SYNTAX for ON_POST_EXIT

   ## Executed following a worker exiting (exit, $self->exit, or die).
   ## e.g. $pid: PID_1234 or THR_123

   sub on_post_exit {

      my ($self, $e) = @_;

      print "$e->{wid}: $e->{pid}: $e->{status}: $e->{msg}: $e->{id}\n";
   }

   my $mce = MCE->new(

      user_func => sub {

         my $self = $_[0]; $self->exit(0, 'ok', 'pebbles');
      }
   );

   $mce->run();

   -- Output

   2: PID_7625: 0: ok: pebbles

SYNTAX for ON_POST_RUN

   ## Executed after running ($self->process or $self->run). The
   ## on_post_exit above is called immediately after a worker exits,
   ## whereas on_post_run below is called after running. The method
   ## receives an array reference of hashes.

   sub on_post_run {

      my ($self, $status_ref) = @_;

      foreach my $e ( @{ $status_ref } ) {
         print "$e->{wid}: $e->{pid}: $e->{status}: $e->{msg}: $e->{id}\n";
      }
   }

SYNTAX for USER_BEGIN and USER_END

   ## Both user_begin and user_end functions, if specified, behave
   ## similarly to awk 'BEGIN { ... } { ... } END { ... }'.

   ## Each worker calls this once prior to processing.

   sub user_begin {                   ## Optional via user_begin option

      my $self = shift;

      ## Prefix variables with wk_
      $self->{wk_total_rows} = 0;
   }

   ## And once after completion.

   sub user_end {                     ## Optional via user_end option

      my $self = shift;

      printf "## %d: Processed %d rows\n",
         $self->wid(), $self->{wk_total_rows};
   }

SYNTAX for USER_FUNC with USE_SLURPIO => 0

   ## MCE passes a reference to an array containing the chunk data.
   ## e.g. $chunk_ref = [ record1, record2, record3, ... ]

   sub user_func {

      my ($self, $chunk_ref, $chunk_id) = @_;

      foreach my $row ( @{ $chunk_ref } ) {
         print $row;
         $self->{wk_total_rows} += 1;
      }
   }

SYNTAX for USER_FUNC with USE_SLURPIO => 1

   ## MCE passes a reference to a scalar containing the raw chunk data.
   ## e.g. $chunk_ref = \$chunk_slurped_data

   sub user_func {

      my ($self, $chunk_ref, $chunk_id) = @_;

      my $count = () = $$chunk_ref =~ /abc/;
   }

SYNTAX for USER_ERROR and USER_OUTPUT

   ## MCE will direct $self->sendto('stderr/out', ...) calls to these
   ## functions in a serialized fashion.

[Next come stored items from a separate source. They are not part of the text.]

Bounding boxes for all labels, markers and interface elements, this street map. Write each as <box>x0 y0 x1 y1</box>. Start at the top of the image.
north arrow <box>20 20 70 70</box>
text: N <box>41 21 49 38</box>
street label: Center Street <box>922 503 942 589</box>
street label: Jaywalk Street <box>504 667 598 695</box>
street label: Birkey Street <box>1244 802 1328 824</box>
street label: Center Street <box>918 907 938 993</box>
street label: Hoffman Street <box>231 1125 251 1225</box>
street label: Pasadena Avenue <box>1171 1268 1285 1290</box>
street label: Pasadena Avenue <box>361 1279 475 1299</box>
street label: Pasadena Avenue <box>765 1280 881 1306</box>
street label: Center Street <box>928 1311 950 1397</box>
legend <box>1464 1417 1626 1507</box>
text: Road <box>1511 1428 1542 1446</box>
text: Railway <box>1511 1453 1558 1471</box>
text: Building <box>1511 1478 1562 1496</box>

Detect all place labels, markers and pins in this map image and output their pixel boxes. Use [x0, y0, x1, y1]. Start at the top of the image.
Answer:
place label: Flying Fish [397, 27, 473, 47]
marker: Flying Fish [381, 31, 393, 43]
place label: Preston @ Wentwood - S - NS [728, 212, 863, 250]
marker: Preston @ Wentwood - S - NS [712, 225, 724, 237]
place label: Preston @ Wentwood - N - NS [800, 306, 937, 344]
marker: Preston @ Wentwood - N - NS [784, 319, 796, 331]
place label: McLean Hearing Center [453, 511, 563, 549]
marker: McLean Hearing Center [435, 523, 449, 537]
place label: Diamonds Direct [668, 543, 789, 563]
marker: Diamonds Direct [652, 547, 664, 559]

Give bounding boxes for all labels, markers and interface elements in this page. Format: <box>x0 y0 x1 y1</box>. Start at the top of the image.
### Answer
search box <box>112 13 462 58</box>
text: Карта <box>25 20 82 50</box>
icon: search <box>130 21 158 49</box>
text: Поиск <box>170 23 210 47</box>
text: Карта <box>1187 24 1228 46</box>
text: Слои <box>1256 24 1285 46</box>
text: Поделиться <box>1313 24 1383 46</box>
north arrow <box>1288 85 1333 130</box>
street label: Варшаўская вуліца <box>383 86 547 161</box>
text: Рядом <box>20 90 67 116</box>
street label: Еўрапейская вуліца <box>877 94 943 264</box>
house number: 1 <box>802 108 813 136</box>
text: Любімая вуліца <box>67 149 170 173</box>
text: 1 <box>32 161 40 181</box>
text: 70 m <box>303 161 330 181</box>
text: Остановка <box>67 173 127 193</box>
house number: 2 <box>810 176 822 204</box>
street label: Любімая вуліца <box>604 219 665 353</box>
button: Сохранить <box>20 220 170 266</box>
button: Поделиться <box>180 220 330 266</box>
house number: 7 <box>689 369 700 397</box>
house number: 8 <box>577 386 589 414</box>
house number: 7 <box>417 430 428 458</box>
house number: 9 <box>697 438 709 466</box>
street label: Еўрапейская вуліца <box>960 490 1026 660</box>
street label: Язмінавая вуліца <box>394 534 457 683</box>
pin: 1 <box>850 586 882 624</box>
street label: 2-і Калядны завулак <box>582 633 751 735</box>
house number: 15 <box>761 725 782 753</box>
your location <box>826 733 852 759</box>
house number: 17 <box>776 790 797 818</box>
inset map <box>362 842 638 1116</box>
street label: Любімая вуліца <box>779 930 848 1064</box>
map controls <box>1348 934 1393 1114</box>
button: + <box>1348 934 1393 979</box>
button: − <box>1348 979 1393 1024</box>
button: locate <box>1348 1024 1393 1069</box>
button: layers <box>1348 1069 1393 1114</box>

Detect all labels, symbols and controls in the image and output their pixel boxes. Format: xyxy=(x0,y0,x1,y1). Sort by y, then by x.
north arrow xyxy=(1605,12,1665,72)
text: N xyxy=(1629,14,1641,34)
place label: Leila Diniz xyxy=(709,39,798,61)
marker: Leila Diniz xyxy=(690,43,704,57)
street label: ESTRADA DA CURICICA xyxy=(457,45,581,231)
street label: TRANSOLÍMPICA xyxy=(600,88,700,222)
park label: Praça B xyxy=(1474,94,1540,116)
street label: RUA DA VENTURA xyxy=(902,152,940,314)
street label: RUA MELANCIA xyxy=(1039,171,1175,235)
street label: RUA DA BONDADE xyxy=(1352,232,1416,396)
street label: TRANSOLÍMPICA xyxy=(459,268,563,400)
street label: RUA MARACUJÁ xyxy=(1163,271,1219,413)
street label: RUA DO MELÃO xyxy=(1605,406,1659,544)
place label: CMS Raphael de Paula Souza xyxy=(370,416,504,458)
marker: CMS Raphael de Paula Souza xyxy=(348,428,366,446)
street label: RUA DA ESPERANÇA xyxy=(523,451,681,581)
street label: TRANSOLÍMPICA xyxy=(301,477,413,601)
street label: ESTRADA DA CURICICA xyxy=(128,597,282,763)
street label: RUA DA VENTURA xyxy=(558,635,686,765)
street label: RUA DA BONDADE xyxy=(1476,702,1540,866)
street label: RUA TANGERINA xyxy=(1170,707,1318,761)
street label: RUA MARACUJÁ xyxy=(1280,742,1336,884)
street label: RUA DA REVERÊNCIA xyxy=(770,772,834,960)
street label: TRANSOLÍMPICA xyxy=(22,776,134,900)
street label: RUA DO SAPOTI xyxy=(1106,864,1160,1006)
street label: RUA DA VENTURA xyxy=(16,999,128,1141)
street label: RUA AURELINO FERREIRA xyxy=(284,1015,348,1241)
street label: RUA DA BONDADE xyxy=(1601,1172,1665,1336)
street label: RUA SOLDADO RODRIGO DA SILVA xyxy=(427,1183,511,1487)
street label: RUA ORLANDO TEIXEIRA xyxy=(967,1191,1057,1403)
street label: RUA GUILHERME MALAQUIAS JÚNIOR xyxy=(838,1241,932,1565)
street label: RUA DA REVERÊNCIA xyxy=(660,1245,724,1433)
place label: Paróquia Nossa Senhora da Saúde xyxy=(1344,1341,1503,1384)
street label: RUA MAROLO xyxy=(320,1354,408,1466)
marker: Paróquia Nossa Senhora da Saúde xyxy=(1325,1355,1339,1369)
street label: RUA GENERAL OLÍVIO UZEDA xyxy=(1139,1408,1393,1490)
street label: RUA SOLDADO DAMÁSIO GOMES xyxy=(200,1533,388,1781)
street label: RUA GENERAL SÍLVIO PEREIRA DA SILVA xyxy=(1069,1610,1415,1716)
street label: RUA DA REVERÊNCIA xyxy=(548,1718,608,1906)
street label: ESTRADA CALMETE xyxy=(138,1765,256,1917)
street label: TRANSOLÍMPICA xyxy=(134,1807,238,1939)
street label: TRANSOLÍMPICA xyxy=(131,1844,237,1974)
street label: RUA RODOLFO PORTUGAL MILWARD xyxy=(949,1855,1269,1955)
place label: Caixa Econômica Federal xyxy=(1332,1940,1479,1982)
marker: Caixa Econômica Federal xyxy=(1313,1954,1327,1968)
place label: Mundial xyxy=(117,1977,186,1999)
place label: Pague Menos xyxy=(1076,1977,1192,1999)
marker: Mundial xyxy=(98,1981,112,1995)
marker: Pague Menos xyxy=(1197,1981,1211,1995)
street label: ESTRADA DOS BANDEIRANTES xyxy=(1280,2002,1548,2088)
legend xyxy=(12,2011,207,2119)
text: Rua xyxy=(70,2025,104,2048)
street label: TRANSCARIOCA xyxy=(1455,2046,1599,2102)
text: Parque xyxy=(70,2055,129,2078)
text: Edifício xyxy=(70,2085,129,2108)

This is handy if one wants to
   ## filter, modify, and/or direct the data elsewhere.

   sub user_error {                   ## Optional via user_error option

      my $error = shift;

      print LOGERR $error;
   }

   sub user_output {                  ## Optional via user_output option

      my $output = shift;

      print LOGOUT $output;
   }

METHODS for MANAGER PROCESS and WORKERS ^

Methods listed below are callable by the main process and workers.

abort ( void )

   ## Notifies workers to abort after processing the current chunk.
   ## The abort method is applicable when processing input_data only.
   ##
   ## Workers write the next offset position to the queue socket for
   ## the next available worker. In essense, the abort method writes
   ## the last offset position. Workers, on requesting the next offset
   ## position, will think the end of input_data has been reached and
   ## leave the chunking loop.

   $self->abort();

chunk_size ( void )

   ## Returns the chunk_size used by MCE.

   my $chunk_size = $self->chunk_size();

task_id ( void )

   ## Returns the task ID. Applies to user_tasks option.
   ## Starts at 0 (array index for user_tasks).

   my $task_id = $self->task_id();

task_wid ( void )

   ## Returns the task worker ID. Applies to user_tasks option.
   ## Starts at 1 per each task configured with user_tasks.
   ## The value is set to 0 for the manager process.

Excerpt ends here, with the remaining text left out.